B) The Babraham Institute and affiliates: Should the research lead directly to commercially exploitable outcomes, BIE has arrangements for protection and development of intellectual property and a track record in exploitation of the Institute's science. We will actively pursue commercial opportunities using an approach outlined in the Pathways to Impact section. Commercialisation of Babraham Institute science will directly benefit the Institute and affiliated parties by generating new revenue.

C) The UK skilled workforce: This will have immediate impact by enhancing skills within the UK workforce. Undertaking the proposed research will result in recruitment and training of a post-doctoral researcher at a world-class UK research institute in the fields of tumour immunology, NK cell biology and gene regulation and will enable the postdoctoral researcher to advance their career, potentially towards scientific independence. We encourage researchers to gain skills in bioinformatics and statistics through attendance of regularly held training sessions at the Babraham Institute. These research skills are relevant for both a career in academic or industrial science. The postdoctoral researcher will also gain presentation skills and the opportunity to expand their network of scientific and industrial contacts through the opportunity to attend an International conference, for which funding has been requested.
By being involved in this research, a variety of technical and scientific staff at the Babraham Institute, including Animal Facility technicians and managers, will gain new skills required to perform mouse tumour immunology and NK cell biology experiments. These technical skills will be relevant to a variety of academic and industrial research sectors.

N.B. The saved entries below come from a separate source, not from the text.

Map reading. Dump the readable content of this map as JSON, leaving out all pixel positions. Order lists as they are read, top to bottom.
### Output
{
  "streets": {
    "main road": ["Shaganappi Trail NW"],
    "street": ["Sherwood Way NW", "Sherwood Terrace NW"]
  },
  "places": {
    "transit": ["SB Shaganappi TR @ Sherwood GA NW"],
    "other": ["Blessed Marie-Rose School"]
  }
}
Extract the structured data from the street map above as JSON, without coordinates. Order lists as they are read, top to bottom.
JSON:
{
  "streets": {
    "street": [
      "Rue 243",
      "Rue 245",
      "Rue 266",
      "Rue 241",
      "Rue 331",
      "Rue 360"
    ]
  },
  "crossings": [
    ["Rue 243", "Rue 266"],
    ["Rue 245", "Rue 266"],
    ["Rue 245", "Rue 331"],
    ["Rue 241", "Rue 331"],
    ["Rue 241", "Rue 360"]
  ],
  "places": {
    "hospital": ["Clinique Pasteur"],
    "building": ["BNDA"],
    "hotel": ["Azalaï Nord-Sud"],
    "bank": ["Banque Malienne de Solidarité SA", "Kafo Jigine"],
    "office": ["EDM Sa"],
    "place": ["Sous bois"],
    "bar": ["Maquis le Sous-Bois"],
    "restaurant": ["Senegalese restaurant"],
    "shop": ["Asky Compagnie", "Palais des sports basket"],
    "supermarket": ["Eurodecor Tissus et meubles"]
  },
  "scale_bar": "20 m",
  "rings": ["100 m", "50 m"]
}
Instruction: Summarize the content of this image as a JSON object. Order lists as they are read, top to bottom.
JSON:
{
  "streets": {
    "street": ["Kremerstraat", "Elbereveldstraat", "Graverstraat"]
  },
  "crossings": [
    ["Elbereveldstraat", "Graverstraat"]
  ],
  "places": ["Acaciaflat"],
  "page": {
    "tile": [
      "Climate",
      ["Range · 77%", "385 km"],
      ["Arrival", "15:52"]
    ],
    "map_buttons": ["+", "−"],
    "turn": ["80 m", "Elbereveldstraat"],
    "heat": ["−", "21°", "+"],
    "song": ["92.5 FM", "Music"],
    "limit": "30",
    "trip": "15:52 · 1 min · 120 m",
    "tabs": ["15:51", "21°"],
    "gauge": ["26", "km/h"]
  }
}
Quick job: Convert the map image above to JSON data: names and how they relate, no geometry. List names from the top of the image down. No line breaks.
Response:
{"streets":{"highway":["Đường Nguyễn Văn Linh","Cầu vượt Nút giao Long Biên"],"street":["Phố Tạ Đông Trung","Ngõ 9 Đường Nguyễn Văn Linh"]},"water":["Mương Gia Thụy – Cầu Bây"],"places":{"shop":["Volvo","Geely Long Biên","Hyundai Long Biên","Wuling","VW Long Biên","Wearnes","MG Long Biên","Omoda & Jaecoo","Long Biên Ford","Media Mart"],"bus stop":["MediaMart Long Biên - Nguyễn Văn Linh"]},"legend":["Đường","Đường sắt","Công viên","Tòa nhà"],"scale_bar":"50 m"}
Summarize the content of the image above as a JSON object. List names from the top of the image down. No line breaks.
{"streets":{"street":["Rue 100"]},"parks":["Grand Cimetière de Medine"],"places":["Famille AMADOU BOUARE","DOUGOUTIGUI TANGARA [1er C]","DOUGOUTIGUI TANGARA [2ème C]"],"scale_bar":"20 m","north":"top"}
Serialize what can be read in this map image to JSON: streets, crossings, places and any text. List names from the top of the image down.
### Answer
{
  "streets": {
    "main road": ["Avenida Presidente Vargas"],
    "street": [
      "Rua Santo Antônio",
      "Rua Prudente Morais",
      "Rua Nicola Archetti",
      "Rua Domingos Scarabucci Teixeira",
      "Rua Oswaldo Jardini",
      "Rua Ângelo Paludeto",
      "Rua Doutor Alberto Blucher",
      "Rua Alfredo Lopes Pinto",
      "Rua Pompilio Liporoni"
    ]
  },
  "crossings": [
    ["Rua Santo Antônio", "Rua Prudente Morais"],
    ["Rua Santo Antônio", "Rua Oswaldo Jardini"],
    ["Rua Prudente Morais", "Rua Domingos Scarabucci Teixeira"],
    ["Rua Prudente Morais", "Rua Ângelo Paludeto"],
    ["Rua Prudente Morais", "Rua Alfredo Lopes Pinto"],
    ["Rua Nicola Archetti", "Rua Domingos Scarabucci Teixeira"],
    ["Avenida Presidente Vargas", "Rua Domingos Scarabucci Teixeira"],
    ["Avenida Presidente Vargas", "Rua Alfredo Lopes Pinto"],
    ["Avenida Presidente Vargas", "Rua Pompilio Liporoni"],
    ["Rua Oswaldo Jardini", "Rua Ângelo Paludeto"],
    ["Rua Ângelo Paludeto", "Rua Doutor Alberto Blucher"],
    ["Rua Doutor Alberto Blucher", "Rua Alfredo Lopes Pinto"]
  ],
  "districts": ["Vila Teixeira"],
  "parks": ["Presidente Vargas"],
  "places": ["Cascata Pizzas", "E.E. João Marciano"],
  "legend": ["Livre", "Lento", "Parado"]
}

D) Patients and the National Health Service: Immunotherapy is revolutionising the treatment of metastatic cancer. We will publish and present results of this work, thereby informing basic and translational research in NK cell-based cancer immunotherapy with the potential to generate mid- to long-term benefits to healthcare. Development of new treatments will benefit patients and the National Health Service. Such benefits would be realised in the mid- to long-term (5-20 years).

E) The general public: There is significant public interest in the interaction of cancer with the immune system and in development of new immunotherapies. We will engage public audiences with the results of our research through media communications and through presentations and open days (see Communications plan). Both the PIs and the PDRA will take part in Babraham's Annual Schools Days each year of the project.